Richard Schoen, Director of Document Management, HelpSystems
In today's world of cloud computing, companies are facing choices over whether to deploy document management solutions in the cloud , on premise or use hybrid solutions where both are used. This article will provide some insight on some of the important things to think about when choosing cloud vs premise based solutions for document management. The first thing to consider when choosing a solution is how confidential is the information you plan to place into the document management software.
If you are storing critical documents that contain password and other top secret corporate information, cloud based solutions may get ruled out right away because you want that information to stay within the corporate walls no matter what. By removing the potential for a cloud based breach of any kind, keeping documents safe is much easier so in this scenario a complete onsite scenario is the way to go.
For small to mid-sized organizations who want to share corporate documents but don't have the strict confidentiality issues, utilizing an entirely cloud-based solution for document management can be the right path. Documents can be scanned from a desktop scanner of MFP device, uploaded from a local directory or captured from an email inbox to the cloud based document management software. When using an entirely cloud based document management solution customers may want to make sure the cloud vendor offers an option to get regular offline backups of data to insure all of their documents and information aren't lost if the cloud service provider suddenly disappears or has an IT disaster or meltdown of their own. After all a cloud data center is similar to your own data center, only hopefully with better security, more robust hardware and system redundancy controls in place. Nevertheless a regular data backup from the vendor on DVD, tape or removable hard drive is an advisable option to insure data safety and business continuity in the event of an outage within your company or your cloud provider.
Another option might be a hybrid cloud solution where the application and information is stored in the cloud and backup copies of documents are regularly synced to local network storage for redundancy. This option combines the flexibility and access convenience of the cloud solution with the security of knowing that up-to-the-minute document storage is being synced in real-time to your local network where backups can then be made. The hybrid option is great way to handle cloud system redundancy if your vendor supports it.
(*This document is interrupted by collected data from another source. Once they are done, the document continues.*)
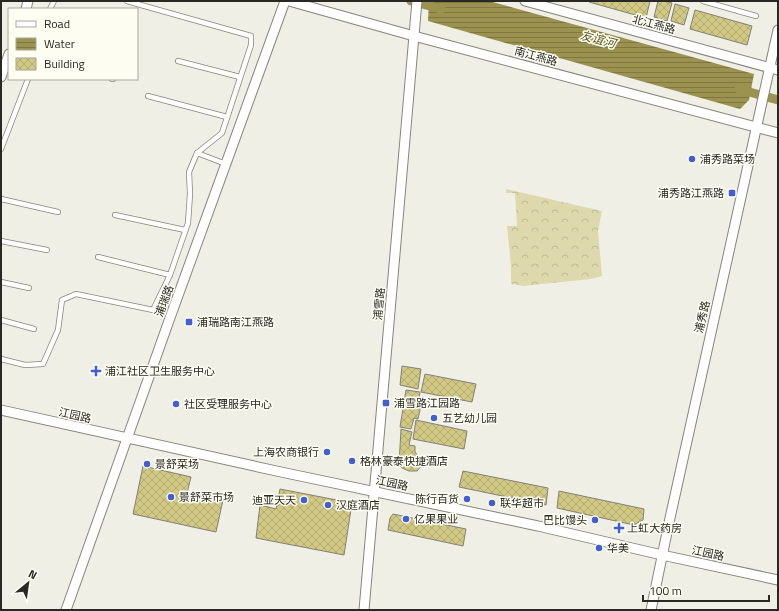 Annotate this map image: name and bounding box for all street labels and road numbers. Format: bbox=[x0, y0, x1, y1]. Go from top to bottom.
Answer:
street label: 北江燕路 bbox=[631, 11, 677, 37]
street label: 南江燕路 bbox=[513, 43, 559, 69]
street label: 浦瑞路 bbox=[151, 283, 177, 319]
street label: 浦雪路 bbox=[370, 287, 388, 321]
street label: 浦秀路 bbox=[690, 299, 714, 335]
street label: 江园路 bbox=[57, 403, 93, 427]
street label: 江园路 bbox=[374, 472, 410, 494]
street label: 江园路 bbox=[690, 542, 726, 564]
Having access to documents from anywhere at any time is another potential benefit of running document management in the cloud. Most cloud provider sites are secured via an SSL connection to the site and then accessed via user id and password. Sometimes an SSL web site connection is not enough for security. You might recall the SSL security bugs discovered in 2014. When more security is needed often users must deal with the extra complexity of connecting to a VPN and then try to connect to the document management system to search for documents. This two stage connection exercise can make it more painful for road warriors who need access to corporate information, however having a VPN layer to a cloud provider or an internal network can also provide that extra layer of security of knowing that your documents aren't just out there publicly available to anyone who can hack their way into the web-based document management app.
From the financial side, when choosing to deploy document management in the cloud, costs can often be treated as a monthly service expense rather than a capital purchase Because of being able to simply expense the costs, a department manager may get approval to go live with a cloud based document management solution without the need to go through the typical capital request and approval process. In many cases that means a go live in days rather than weeks or months for a new project. Being able to quickly turn on and off services as needed also provides added flexibility when new collaboration projects arise.
Many small and large businesses have small or non-existent IT staffs even though they may have lots of servers that need care and feeding. Often implementing document management requires lots of IT resources for a database server, application server and document storage thus making it almost impossible for small businesses to implement the technology at all because of incurring the costs of hiring IT staff, building a data center, purchasing server and storage hardware as well as backup devices. This is mitigated when deploying with a cloud solution because the cloud vendor provides the entire infrastructure needed to make things work as part of the monthly fees.
One other important thing to think about while determining whether to go with a cloud-based solution versus an onsite solution is whether you could do a little reverse osmosis on your IT planning and move the solution in-house later if you determine that your document management process needs to live behind the firewall in your data center.
Bottom line is that if you have adequate IT resources available you may want to keep your document management software in-house unless there's a business need to quickly turn on a new document management and collaboration solution and treat it as an expense item. If you need flexibility and don't have the appropriate resources available then a cloud based solution is definitely worth considering. As internet speeds and online storage costs continue to plummet a good dose of cloud computing can be just what the doctor ordered for your document management needs.